Atraso de voo: Quando se aplica dano moral

Entenda como ficou o dano moral no atraso de voo após as últimas decisões do STJ

O Direito em si, trata-se de uma ciência social, que assim como a sociedade em geral encontra-se em constante movimento. Isso quer dizer que, ainda que uma norma no passado já tenha sido interpretada de uma forma, nada impede que no presente ou no futuro ela venha a ser interpretada de uma maneira diferente.

Isto acontece para que ela acompanhe a evolução das relações sociais. Um dos exemplos mais famosos deste tipo de interpretação é o adultério. Você sabia que um dia a traição já foi considerada crime, passível de punição pelo sistema penal e tudo? Apesar desta conduta ainda ser moralmente reprovada, a sociedade evoluiu no sentido de não mais considerá-la um crime.

E o que isto tem a ver com danos morais e atraso de voo? Bom, é que alguns julgados do Superior Tribunal de Justiça vêm mudando a interpretação em como o dano moral se aplica nos casos de atraso de voo.

Essa mudança de entendimento está relacionada com a própria evolução da sociedade e das relações sociais. Antigamente, viajar de avião não era algo assim tão acessível. As pessoas investiam muito dinheiro, tempo e planejamento antes de se aventurar em um voo por aí. Hoje em dia, os preços baixaram muito e a facilidade em comprar bilhetes de companhias aéreas popularizou este tipo de transporte o tornando muitas vezes a melhor opção.

Por que isso muda a percepção do dano moral nos casos de atraso de voo?

É isso que vamos te explicar neste conteúdo. Quer entender melhor o que é dano moral, como ele se aplica nos casos de atraso de voo e o que mudou depois dos últimos julgamentos sobre esse tema? Então continua aqui que a gente te conta!

O que são danos morais?

Antes de adentrarmos no dano moral pelo atraso de voo, vamos entender o que é dano moral. Torna-se um pouco mais fácil entender o dano moral, quando o comparamos com o dano material.

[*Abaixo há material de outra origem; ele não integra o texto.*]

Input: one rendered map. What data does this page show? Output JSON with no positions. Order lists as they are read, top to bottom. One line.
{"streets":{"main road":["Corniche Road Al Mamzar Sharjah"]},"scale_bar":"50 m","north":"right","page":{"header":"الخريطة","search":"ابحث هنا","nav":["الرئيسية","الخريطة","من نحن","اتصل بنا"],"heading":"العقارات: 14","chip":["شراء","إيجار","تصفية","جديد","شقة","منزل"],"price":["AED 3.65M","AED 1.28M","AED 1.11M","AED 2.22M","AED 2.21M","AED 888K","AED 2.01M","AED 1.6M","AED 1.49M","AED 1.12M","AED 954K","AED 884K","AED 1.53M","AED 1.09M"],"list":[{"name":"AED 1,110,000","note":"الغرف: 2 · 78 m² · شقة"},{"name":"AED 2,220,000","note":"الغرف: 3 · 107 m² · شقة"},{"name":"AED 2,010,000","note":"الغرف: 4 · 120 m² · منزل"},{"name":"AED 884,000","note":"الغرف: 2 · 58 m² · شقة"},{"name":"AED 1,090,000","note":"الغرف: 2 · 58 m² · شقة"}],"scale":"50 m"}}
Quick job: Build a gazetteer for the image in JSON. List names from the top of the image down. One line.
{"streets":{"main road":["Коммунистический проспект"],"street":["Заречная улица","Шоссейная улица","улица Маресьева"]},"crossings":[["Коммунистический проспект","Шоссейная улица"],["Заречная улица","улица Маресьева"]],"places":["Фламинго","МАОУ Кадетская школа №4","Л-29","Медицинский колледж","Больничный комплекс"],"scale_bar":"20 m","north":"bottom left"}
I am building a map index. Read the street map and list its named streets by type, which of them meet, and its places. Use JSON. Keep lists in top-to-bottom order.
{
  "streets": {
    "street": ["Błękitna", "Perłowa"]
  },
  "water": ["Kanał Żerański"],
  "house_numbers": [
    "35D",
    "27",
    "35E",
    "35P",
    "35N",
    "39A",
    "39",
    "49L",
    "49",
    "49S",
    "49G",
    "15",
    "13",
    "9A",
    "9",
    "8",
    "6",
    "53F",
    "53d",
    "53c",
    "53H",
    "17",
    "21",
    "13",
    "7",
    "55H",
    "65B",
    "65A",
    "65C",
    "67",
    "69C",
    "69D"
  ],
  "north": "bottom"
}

O dano material, de uma forma geral, é um pouco mais fácil de ser compreendido. De acordo com o disposto no artigo 186 do Código Civil, “aquele que, por ação ou omissão voluntária, negligência ou imprudência, violar direito e causar dano a outrem, ainda que exclusivamente moral, comete ato ilícito.”

Imagine que Mário tenha se envolvido em um acidente de carro em que o outro motorista tenha avançado o sinal vermelho. O ato ilícito (avançar o sinal vermelho) do outro motorista causou avarias no veículo de Mário, e portanto lhe causou danos.

Ainda de acordo com o Código Civil (Artigo 927), “aquele que, por ato ilícito (arts. 186 e 187), causar dano a outrem, fica obrigado a repará-lo”. No nosso exemplo, a avaria no veículo é um dano material, e quem causou esse dano tem o dever de repará-lo. Qual o valor a ser reparado? O valor a ser reparado deve corresponder à extensão do dano.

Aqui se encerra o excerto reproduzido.